Test did not sample source of last month’s leaks.
The Energy Department found “no detectable radioactive contamination” in a preliminary test this weekend of the country’s only underground nuclear waste storage site, which experienced a leak on Feb. 14 following a fire on Feb. 5.
But the probe did not include the locations most likely to contain radioactive leakage, according to a joint news release from Energy’s Carlsbad, N.M., Field Office and Nuclear Waste Partnership LLC, which operates the waste site.
“These results were expected because the shafts that were sampled were not in the air flow path coming from the area where the radiation release originated,” the release said.
The Waste Isolation Pilot Plant, located 26 miles southeast of Carlsbad, stores plutonium-contaminated waste in 16 miles of salt caverns mined 2,150 feet below the surface. The joint release said “radiological and air quality instruments were lowered down the salt handling and the air intake shafts, to check for airborne radioactivity and to determine air quality. The preliminary findings indicate no detectable radioactive contamination in the air or on the equipment lowered and returned to the surface. Air quality results were also normal.”
Personnel may be sent as soon as the end of this week to check the stability of the site and attempt to identify the source of the radioactive leak, the joint release said.
The underground site may still contain radioactive leakage, according to Don Hancock, director of the Nuclear Waste Safety Program at the Southwest Research and Information Center, a nuclear watchdog group in Albuquerque.
“Unless the ventilation system had totally failed, there should be no radiation detected where the probes were lowered (which is why DoE, correctly, chose those two shafts to send probes). Those are air intake shafts bringing in air from the outside,” he said in email comments to Nextgov.
“That does not mean that there still isn't radioactivity in the air in the underground at the point of the release, through the underground tunnels and the exhaust shaft where the air travels,” Hancock said. “In fact, below ground monitors continue to show low levels of radioactivity.
“Moreover, that 3,000 feet or so of tunnels from the presumed contamination point (room 7, panel 7) to the exhaust shaft must be assumed to have radioactivity in the salt and any equipment.”
Hancock said WIPP currently stores 3.2 million cubic feet of plutonium-contaminated waste generated during the manufacture of nuclear weapons by the Defense Department and has cost $6 billion to develop and operate since it first opened in 1999.
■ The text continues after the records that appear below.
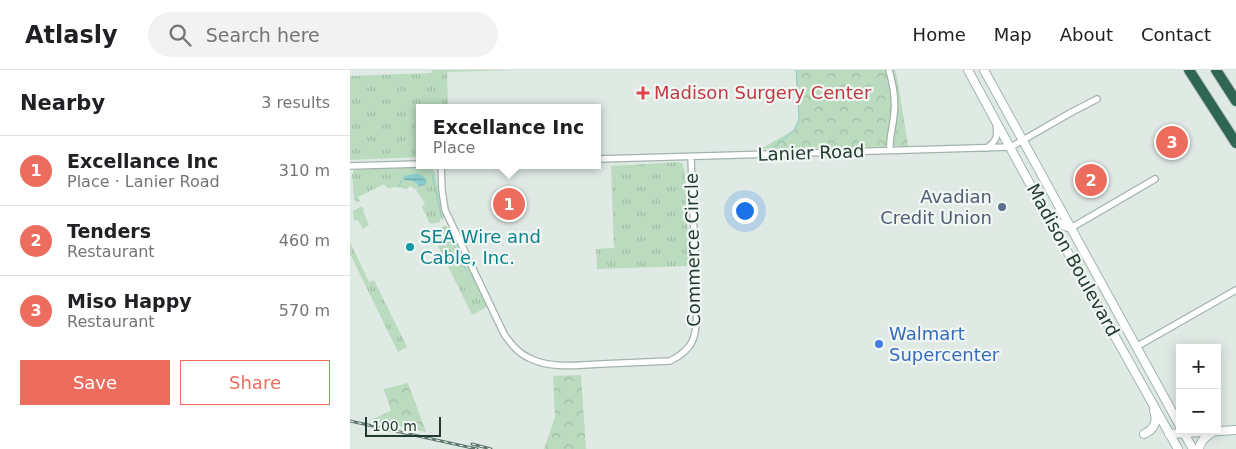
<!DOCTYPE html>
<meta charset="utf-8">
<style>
:root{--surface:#fff;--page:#f2f2f2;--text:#202124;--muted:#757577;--line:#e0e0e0;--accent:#ec6d5d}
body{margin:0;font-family:"DejaVu Sans",sans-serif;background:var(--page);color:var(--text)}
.controls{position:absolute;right:15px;bottom:15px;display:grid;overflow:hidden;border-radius:0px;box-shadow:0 2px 12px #0003}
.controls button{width:45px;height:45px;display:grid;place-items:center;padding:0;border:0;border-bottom:1px solid var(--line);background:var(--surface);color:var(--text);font:25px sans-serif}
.scale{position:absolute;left:15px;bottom:12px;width:76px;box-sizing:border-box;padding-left:5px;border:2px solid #223a30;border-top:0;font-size:14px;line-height:18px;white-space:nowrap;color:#223a30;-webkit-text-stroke:4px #f1f7f3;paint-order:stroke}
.you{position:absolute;left:394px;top:140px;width:18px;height:18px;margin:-12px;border:4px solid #fff;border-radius:50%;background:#1a73e8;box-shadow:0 0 0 8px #1a73e833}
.badge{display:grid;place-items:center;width:32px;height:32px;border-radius:50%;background:var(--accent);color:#fff;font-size:16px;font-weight:700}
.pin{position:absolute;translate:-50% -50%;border:2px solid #fff;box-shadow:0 1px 5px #0006}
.popup{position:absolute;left:66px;top:34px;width:185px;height:65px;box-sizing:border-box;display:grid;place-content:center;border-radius:0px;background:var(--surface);filter:drop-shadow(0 1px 4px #0005);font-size:16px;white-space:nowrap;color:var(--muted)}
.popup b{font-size:19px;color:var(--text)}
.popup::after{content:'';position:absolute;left:50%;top:100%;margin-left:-10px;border:10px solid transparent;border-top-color:var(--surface)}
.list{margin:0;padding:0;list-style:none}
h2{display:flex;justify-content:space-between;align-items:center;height:65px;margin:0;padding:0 20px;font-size:21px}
h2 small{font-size:16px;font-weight:400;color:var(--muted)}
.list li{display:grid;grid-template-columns:32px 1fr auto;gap:15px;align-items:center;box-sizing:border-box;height:70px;padding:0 20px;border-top:1px solid var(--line)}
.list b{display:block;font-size:19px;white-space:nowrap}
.list p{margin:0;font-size:16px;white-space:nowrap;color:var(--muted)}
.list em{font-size:16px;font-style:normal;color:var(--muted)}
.actions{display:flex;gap:10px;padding:15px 20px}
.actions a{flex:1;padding:11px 0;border:1px solid var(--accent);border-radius:0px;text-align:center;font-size:18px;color:var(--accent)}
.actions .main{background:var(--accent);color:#fff}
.icon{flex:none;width:28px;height:28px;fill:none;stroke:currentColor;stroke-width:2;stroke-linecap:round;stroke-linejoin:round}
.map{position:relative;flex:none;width:886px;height:379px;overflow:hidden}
header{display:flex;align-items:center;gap:30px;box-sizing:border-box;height:70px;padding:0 25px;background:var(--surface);border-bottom:1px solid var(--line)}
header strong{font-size:24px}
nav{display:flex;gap:28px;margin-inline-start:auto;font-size:18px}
.search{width:350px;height:45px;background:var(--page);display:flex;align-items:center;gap:12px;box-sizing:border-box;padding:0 18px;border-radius:28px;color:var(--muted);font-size:19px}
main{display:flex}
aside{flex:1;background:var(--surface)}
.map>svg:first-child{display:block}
</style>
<header>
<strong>Atlasly</strong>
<div class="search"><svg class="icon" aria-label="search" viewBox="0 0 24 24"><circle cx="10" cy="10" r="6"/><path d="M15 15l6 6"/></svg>Search here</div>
<nav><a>Home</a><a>Map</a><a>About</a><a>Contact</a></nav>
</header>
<main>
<aside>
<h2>Nearby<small>3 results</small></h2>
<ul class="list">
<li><span class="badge">1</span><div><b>Excellance Inc</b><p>Place · Lanier Road</p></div><em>310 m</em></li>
<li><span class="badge">2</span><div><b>Tenders</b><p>Restaurant</p></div><em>460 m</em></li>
<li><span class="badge">3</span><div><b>Miso Happy</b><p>Restaurant</p></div><em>570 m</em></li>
</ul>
<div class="actions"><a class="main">Save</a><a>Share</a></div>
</aside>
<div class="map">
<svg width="886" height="379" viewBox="0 0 886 379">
<defs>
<pattern id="grass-tufts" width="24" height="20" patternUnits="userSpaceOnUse" patternTransform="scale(1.25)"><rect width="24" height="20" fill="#badbbe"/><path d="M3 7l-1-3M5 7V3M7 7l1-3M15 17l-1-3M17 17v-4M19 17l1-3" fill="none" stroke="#a0bda4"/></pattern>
<pattern id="forest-crowns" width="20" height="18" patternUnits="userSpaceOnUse" patternTransform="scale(1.25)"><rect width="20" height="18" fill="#badbbe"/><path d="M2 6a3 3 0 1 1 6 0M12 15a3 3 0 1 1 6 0" fill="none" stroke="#a0bda4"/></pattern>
<pattern id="water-rules" width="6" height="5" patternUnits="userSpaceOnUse" patternTransform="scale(1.25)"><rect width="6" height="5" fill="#8accce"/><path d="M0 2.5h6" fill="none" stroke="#70a7a8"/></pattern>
</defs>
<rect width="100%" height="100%" fill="#e0eae5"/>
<path fill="url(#grass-tufts)" d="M82 0H166L97 2 98 38H70V87L0 90V6L81 3Z
M328 92 332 93 335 102 339 196 247 199 246 179 264 178 261 96Z
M81 97 85 102 94 147 91 151 92 149 91 148H90V152L82 154 79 152 72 137 75 133 66 120 68 118 67 117 65 119 60 116 57 119 50 117 37 118 34 114 8 127 10 131 7 132 4 129 2 105 4 100Z
M12 136 14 140 13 141 19 155 13 159 8 150 4 151 3 141Z
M95 156 99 158 120 199 137 237 122 245 85 170V162L87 159Z
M0 172 19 212 24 210 57 277 48 282 0 184Z"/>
<path fill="url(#forest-crowns)" d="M446 0H545L548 12 558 76 410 79 444 60 449 49Z
M231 305 236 379H194L205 347 203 306Z
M58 313 76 362 20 350 41 341 34 319Z"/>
<path fill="url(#water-rules)" d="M63 104C70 104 74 105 77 112L75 115 70 116 63 111 55 110 53 108 55 106Z"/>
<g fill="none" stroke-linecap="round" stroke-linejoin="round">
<path stroke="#8accce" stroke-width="1" d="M423 79 444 60 449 49 446 0
M82 104 92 149
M49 117 51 112 53 109
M67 118 69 115
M97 159 116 200"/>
<defs>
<path id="street" d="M539 0C543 14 546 29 544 44 543 57 539 68 540 80
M637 78C647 70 648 67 646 54
M248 89 661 77 720 43 747 29
M91 95 92 120 95 140 154 264C161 274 168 283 179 288 200 299 227 295 251 294 274 293 297 292 320 291 344 279 346 268 347 242L341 87
M0 96 70 94
M721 158 805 109
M786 277 886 220"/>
<path id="secondary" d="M618 0 694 140 828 379
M634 0 830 356
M701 146 711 155 721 158
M832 360 843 379
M794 364C804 360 808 351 804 341
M819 364 886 360
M849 379C850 371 856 366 863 362"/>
<path id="highway" d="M839 0 886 73
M866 0 886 31"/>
</defs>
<use href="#street" stroke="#a3b2ab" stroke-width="8"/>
<use href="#secondary" stroke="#a0b6ab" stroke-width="10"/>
<use href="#highway" stroke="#bdc4c1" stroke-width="12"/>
<use href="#street" stroke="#fff" stroke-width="5.5"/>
<use href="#secondary" stroke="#fff" stroke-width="8"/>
<use href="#highway" stroke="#2f6553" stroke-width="10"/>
<defs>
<path id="rail" d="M0 351 127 379
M122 374 141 379"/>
</defs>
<use href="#rail" stroke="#5c766c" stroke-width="3"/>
<use href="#rail" stroke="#f1f7f3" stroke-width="1" stroke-dasharray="4" stroke-linecap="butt"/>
</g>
<path fill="#e0444e" stroke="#f1f7f3" stroke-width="2" d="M290.5 15.5h5v5h5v5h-5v5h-5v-5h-5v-5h5z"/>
<circle fill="#5c6f8a" stroke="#f1f7f3" stroke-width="2" cx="652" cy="137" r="5"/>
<circle fill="#0f9aa8" stroke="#f1f7f3" stroke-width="2" cx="60" cy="177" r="5"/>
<circle fill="#3f7fe0" stroke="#f1f7f3" stroke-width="2" cx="529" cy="274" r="5"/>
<g text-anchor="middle" stroke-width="4.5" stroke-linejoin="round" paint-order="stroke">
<g font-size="18" fill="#be3a42" stroke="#f1f7f3" text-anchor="start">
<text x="304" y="29">Madison Surgery Center</text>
</g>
<g font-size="18" fill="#223a30" stroke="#f1f7f3">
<text transform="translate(461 83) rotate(-2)" y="6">Lanier Road</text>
<text transform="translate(343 180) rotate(-91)" y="6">Commerce Circle</text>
<text transform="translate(723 190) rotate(61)" y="6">Madison Boulevard</text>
</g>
<g font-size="18" fill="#4e5e75" stroke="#f1f7f3" text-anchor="end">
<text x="642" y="133">Avadian<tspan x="642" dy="21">Credit Union</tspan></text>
</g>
<g font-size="18" fill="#0d838f" stroke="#f1f7f3" text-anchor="start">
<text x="70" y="173">SEA Wire and<tspan x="70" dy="21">Cable, Inc.</tspan></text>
</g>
<g font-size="18" fill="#366cbe" stroke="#f1f7f3" text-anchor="start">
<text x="539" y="270">Walmart<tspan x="539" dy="21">Supercenter</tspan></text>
</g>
</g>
</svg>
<div class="controls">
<button>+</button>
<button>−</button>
</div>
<div class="scale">100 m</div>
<div class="you"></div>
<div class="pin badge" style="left:159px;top:134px">1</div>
<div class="popup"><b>Excellance Inc</b>Place</div>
<div class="pin badge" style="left:741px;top:110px">2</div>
<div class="pin badge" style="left:822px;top:72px">3</div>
</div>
</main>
The Carlsbad Field Office and Nuclear Waste Partnership said the tests last weekend were the “first phase of an underground recovery process that will lead to the resumption of nuclear waste disposal operations at WIPP.”
Joe Franco, manager of the Carlsbad Field Office, described the test results as "a postive way to begin" the recovery process. "In order to get to this point, a lot of work has taken place and it involved a lot of time-consuming activities,” he said. “But the recovery process is underway,” he said. “We are receiving information that will get us to the next steps in the process.”
Tammy Reynolds, WIPP Recovery Process Manager for Nuclear Waste Partnership said the air sampling process this weekend “is critical in helping determine the proper personal protective equipment needed for our personnel entries” into the underground chambers.
Once the inspection team checks for levels of air and surface contamination between the air intake and salt handling shafts, Energy and its contractor said, the team will make its way down to the area of the repository where operations were being conducted prior to the radiological leak, isolate that source and develop a plan to remove the contamination.
As of Saturday, 17 WIPP employees showed “background” radiological contamination in fecal samples, but there has been no detectable contamination in urine samples, which indicates contamination was not inhaled into the lungs, Energy and Nuclear Waste Partnership said. “The levels of exposure are extremely low, and none of the employees is expected to experience any health effects from the exposures,” they said.
Hancock said the statement on exposure is “a very disturbing part of the release -- because it is false. Urine samples detect SOLUBLE plutonium [emphasis included]. Insoluble plutonium and americium in the lungs would not be detected by urine samples. Fecal samples would detect insoluble plutonium, some of which could remain in the lungs.”
WIPP stores nuclear waste contained in 55-, 85- and 100-gallon drums transported to the facility by truck inside beehive shaped stainless steel storage casks that can resist fires at temperatures of 1,475 degrees centigrade and immersion in 50 feet of water.
The waste stored at WIPP comes from sites in Idaho, Georgia and Los Alamos, N.M. Last week Sen. Tom Udall had a meeting with Energy Secretary Ernest Moniz at which he underscored the urgency with which we must have a plan to store waste from Los Alamos before the beginning of the fire season.
Los Alamos stores 5,600 containers of nuclear waste in dome-like structures made of fabric that “has exceeded its expected in-service life of 15-20 years,” the Energy inspector general reported last June. Forest fires in 2011 triggered an evacuation of the lab and the city of Los Alamos.
This story has been updated with detail and background.